À Garnier, la nouveauté est femme. MM. Hoffalt, Magnenet et Ganio ont dansé le chevalier des Grieux en 2012, et durant la même saison, MM. Bullion, Carbone, Bezard campaient déjà Lescaut. La série est en revanche une prise de rôle pour Mlles Pagliero, Pujol, et Abbagnato, qui incarnent chacune une vision très personnelle – et très différente – de l’amorale Manon.
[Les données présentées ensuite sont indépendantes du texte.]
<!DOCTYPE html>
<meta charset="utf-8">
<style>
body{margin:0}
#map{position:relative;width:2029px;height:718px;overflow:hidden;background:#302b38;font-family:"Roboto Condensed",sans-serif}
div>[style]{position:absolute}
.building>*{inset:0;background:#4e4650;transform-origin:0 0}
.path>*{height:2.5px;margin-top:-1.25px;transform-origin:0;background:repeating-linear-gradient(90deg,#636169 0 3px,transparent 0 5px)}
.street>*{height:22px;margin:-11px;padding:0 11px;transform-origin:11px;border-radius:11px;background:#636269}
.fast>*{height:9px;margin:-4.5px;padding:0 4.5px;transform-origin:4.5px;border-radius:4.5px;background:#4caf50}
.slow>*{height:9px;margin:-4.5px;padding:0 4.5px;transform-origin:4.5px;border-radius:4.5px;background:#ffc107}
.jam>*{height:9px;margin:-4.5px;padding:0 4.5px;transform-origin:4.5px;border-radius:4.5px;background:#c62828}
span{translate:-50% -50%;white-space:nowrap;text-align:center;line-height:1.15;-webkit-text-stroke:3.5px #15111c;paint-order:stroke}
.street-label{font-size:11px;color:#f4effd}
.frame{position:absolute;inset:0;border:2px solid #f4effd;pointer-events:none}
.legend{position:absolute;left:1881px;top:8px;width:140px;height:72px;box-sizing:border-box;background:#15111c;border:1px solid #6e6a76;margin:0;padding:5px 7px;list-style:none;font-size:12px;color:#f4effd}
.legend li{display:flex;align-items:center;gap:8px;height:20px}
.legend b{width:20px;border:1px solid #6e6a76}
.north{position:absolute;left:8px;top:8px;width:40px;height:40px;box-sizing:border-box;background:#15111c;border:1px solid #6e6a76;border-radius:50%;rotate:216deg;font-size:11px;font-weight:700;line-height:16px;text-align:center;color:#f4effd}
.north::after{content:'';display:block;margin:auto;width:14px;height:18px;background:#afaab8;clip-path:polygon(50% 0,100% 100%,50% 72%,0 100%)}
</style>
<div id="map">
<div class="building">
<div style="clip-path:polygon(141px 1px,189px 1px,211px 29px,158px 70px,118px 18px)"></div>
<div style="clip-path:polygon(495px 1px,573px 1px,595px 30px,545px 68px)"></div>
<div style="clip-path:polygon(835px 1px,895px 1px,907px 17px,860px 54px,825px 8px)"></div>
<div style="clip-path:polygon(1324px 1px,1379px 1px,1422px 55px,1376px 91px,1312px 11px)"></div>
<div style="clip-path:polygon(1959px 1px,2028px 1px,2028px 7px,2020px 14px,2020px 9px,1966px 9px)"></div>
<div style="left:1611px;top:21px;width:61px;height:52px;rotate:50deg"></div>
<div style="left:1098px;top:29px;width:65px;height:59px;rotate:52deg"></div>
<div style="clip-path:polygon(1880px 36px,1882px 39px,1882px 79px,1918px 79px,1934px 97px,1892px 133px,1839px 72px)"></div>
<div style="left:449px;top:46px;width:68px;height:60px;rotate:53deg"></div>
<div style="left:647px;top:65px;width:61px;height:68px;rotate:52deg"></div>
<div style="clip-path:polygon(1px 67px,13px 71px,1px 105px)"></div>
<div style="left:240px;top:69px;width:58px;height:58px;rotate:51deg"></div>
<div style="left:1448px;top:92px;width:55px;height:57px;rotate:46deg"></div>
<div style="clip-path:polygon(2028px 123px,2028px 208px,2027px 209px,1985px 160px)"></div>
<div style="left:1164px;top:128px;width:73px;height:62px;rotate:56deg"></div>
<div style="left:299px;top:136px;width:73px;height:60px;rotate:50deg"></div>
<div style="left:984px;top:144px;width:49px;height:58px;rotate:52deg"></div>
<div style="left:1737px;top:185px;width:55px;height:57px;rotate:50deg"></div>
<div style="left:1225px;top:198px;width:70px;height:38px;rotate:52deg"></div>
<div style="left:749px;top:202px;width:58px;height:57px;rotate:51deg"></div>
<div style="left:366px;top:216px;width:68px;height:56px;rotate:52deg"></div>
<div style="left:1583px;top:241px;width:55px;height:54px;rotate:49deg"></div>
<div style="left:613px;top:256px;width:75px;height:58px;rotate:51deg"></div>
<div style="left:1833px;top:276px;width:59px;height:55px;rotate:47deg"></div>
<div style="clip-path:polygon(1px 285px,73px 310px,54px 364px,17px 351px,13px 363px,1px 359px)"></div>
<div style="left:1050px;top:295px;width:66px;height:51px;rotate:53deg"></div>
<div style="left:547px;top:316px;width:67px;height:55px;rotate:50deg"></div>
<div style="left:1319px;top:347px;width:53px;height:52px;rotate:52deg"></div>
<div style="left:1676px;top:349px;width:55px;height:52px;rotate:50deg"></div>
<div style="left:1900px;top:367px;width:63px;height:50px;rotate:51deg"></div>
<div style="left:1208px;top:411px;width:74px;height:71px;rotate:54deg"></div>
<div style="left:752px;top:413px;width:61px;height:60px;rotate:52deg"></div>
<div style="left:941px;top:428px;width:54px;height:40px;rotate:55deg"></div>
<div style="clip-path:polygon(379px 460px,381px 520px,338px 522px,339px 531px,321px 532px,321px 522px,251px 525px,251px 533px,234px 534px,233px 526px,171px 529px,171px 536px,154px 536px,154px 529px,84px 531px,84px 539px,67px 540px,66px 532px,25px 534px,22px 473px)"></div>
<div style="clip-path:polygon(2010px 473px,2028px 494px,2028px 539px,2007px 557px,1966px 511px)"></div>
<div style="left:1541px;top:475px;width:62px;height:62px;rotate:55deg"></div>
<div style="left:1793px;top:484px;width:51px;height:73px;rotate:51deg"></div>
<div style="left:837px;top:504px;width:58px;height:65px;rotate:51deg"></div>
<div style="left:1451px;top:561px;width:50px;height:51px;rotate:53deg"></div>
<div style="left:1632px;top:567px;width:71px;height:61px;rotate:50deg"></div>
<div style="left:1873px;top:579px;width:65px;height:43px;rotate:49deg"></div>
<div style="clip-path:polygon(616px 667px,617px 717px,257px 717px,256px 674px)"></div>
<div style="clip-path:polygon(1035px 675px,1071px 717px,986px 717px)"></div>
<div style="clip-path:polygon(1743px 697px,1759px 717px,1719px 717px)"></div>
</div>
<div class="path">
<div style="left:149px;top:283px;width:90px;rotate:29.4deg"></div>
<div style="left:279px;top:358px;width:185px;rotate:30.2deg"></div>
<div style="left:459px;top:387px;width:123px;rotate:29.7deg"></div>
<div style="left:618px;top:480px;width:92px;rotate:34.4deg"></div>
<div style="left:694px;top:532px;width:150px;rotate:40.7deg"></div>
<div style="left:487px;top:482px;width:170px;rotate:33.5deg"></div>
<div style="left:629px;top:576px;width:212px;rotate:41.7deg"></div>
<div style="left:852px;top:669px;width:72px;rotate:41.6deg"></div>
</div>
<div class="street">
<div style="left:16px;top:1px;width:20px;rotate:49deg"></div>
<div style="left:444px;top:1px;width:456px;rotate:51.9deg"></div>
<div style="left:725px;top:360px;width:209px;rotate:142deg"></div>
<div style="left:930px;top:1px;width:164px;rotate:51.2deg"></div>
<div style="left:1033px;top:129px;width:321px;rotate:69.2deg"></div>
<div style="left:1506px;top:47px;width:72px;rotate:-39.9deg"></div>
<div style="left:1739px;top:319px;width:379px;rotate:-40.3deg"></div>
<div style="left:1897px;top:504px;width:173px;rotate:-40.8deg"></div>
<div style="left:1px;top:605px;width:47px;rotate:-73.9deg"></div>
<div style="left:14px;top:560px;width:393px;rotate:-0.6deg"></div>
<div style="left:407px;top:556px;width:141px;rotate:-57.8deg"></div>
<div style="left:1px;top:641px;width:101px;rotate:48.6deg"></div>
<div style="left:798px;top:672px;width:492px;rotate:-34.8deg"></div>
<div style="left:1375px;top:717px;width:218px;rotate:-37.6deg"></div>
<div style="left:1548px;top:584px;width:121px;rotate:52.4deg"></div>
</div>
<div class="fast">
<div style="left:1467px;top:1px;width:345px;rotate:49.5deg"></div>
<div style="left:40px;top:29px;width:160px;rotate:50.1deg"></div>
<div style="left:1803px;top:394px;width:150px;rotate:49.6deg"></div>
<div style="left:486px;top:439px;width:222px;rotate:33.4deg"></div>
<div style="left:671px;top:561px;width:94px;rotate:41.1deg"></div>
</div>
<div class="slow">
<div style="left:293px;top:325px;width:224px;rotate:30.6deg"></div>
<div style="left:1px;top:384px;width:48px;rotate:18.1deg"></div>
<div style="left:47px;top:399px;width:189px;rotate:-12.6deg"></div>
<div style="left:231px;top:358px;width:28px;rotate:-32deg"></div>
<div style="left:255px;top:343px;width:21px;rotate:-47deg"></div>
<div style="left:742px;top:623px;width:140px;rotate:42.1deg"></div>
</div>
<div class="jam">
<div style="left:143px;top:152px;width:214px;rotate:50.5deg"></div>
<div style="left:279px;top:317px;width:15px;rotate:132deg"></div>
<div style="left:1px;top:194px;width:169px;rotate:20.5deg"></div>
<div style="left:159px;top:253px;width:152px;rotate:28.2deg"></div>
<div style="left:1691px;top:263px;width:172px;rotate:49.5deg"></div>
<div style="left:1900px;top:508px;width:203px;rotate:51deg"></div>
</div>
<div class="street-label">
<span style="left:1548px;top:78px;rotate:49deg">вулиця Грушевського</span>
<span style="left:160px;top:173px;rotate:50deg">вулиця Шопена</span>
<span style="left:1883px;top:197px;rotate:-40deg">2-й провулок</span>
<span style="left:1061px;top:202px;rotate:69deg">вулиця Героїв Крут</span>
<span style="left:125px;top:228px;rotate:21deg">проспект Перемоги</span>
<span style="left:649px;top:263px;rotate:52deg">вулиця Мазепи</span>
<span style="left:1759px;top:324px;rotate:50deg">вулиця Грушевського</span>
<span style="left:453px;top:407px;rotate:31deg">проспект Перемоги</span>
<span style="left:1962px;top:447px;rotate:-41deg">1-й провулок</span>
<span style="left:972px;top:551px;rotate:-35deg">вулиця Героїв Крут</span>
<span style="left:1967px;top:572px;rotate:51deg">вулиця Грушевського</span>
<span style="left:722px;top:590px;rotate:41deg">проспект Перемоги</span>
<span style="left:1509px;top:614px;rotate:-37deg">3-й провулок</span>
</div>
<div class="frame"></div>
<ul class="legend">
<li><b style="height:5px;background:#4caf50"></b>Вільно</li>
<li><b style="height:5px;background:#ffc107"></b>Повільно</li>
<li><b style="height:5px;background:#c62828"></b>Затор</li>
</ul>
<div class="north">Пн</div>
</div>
Par la grâce d’un délicat travail de pointes, Ludmila Pagliero incarne une jeune fille toute de fraîcheur (matinée du 26 avril). À l’acte I, on croirait presque à son ingénuité. La danse de séduction de Josua Hoffalt, qui doit replacer ses pieds trop souvent, sent plus l’exercice que l’assaut d’élégance vers la belle. Par la suite, Hoffalt se montre beaucoup plus à l’aise, aussi bien dans la fougue du partenariat que dans l’expression de la douleur – dans son solo désespéré chez Madame, il régale la salle d’une impeccable triple série de pirouettes. Ensemble, Pagliero et Hoffalt offrent de la belle danse, mais à l’acte II, la demoiselle ne trouve pas le ton : dans la danse de parade, elle fait trop grande dame (« c’est moi la princesse », semble-t-elle dire, au lieu de laisser percer sa solitude dorée), et elle ne varie pas suffisamment ses expressions ni sa danse entre cour et jardin : la mobilité des épaules et le tremblé des petits pas sur pointes sont les mêmes tout du long, qu’elle tombe nez à nez avec son amant délaissé ou qu’elle retourne vers son protecteur. En plus, elle casse la ligne de son chausson lors de ronds de jambe à terre censés aguicher tout le monde, et qui font dès lors penser à de laids exercices de barre. On retrouve avec bonheur un bas de jambe primesautier et des agaceries charmantes dans le bout des doigts lors du pas de deux de réconciliation (scène du bracelet). Au deuxième entracte, comme me soufflent deux spectatrices avisées, une impression de fadeur se dégage. La caractérisation dramatique du dernier acte, plus facile, est aussi plus réussie, et je pleure comme une madeleine dès la scène avec le geôlier (glaçant Yann Saïz) et jusqu’à la fin tragique.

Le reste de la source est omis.